**Brief**
The answer should be one number only, namely how many lines of the records hold the word "image".

**Data**

++++

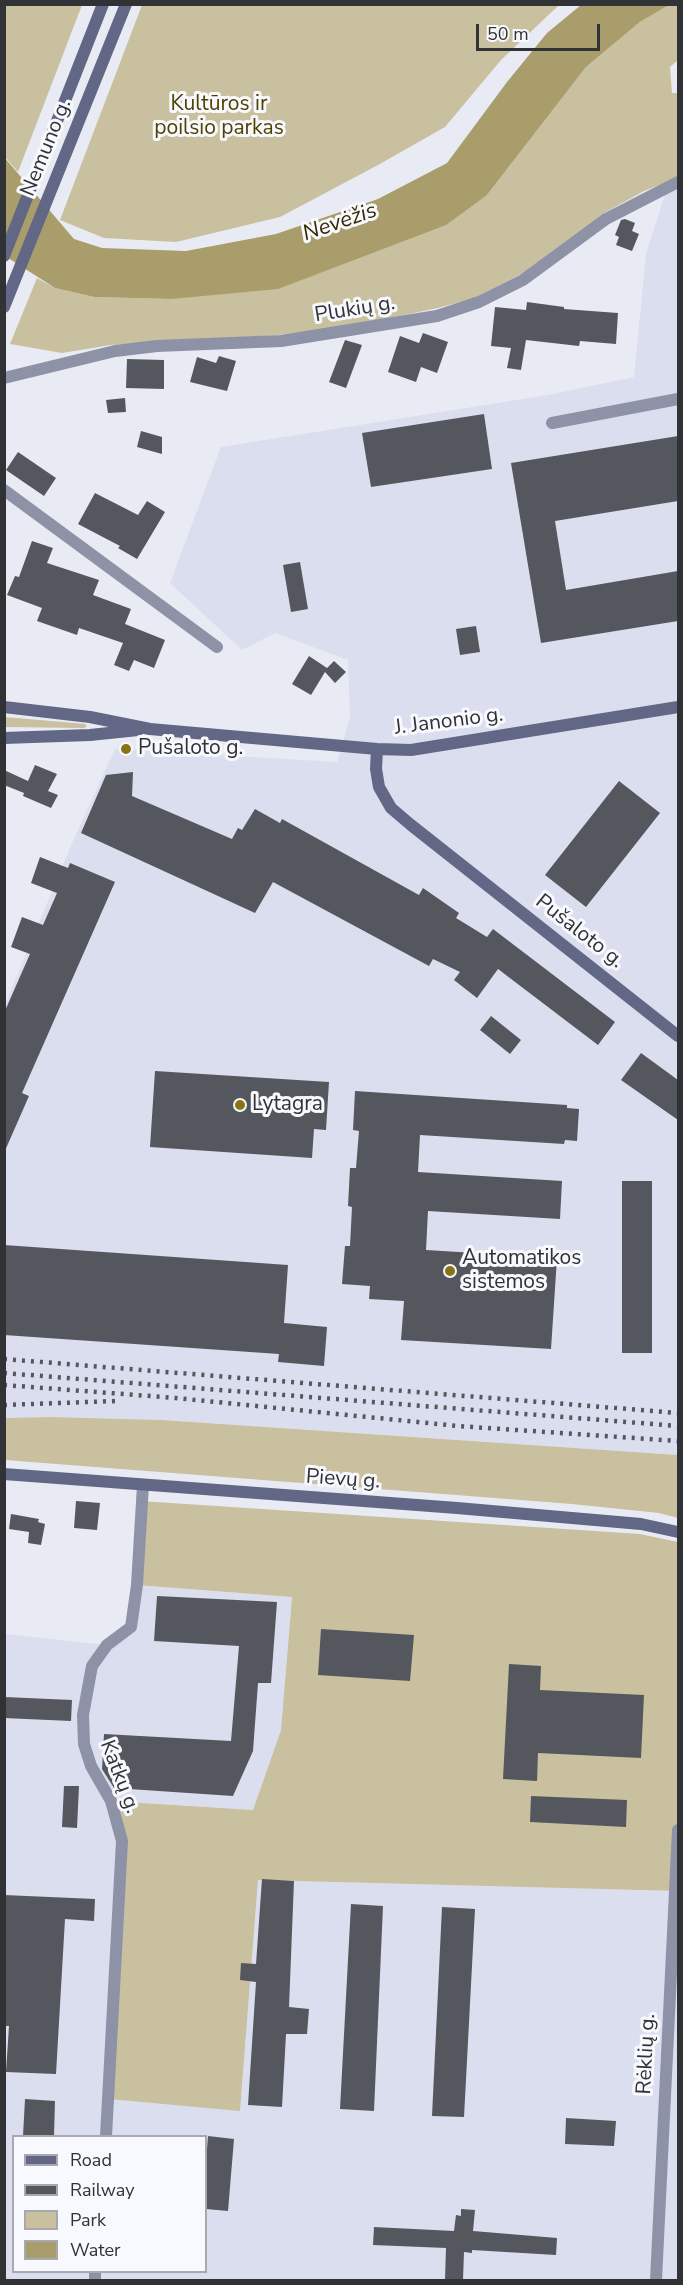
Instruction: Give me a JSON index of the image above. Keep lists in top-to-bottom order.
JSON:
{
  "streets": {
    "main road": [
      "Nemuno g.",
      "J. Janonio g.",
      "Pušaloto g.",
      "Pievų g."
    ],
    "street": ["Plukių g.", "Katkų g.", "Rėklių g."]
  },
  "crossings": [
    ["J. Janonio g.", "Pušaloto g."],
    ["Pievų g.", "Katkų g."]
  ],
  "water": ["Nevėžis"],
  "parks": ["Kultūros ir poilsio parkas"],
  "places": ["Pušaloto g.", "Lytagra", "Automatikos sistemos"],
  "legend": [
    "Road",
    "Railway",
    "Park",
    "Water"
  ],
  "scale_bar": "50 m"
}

++++

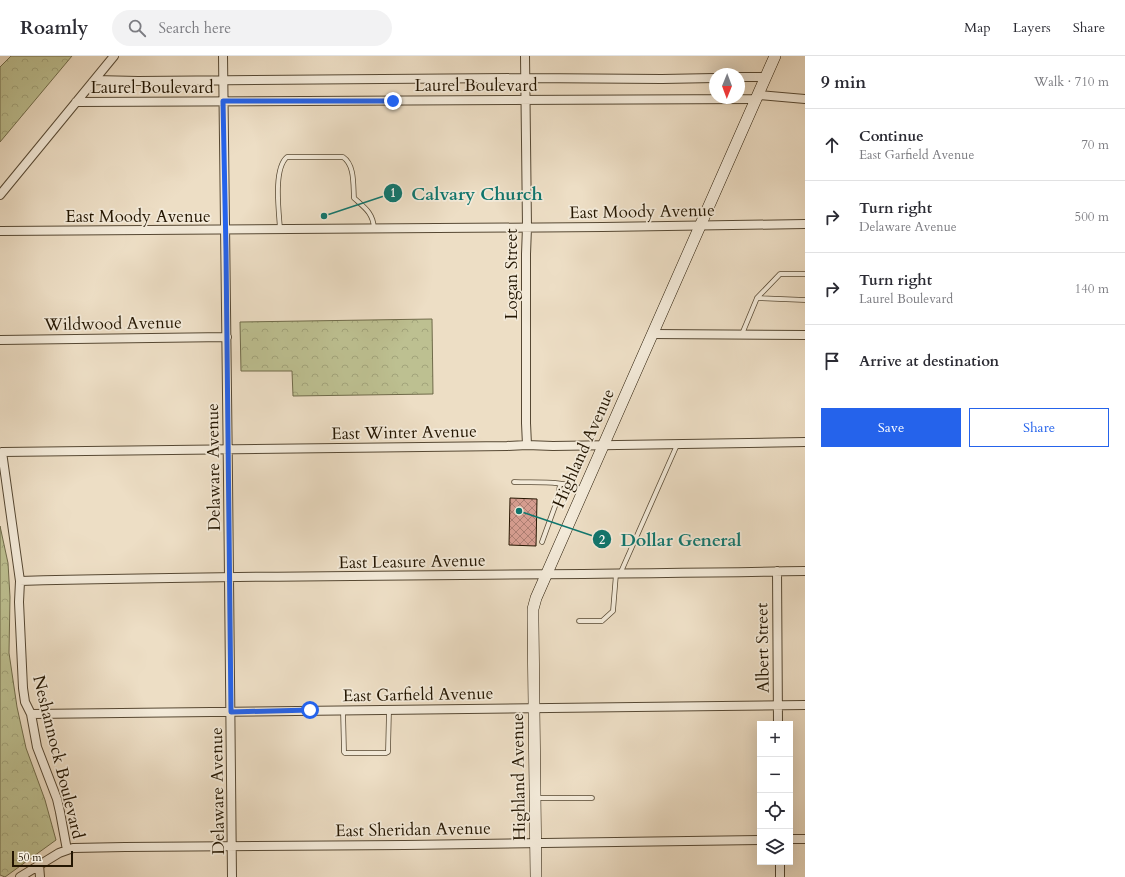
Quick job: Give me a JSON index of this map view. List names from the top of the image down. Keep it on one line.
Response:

++++

**Answer to this task**
2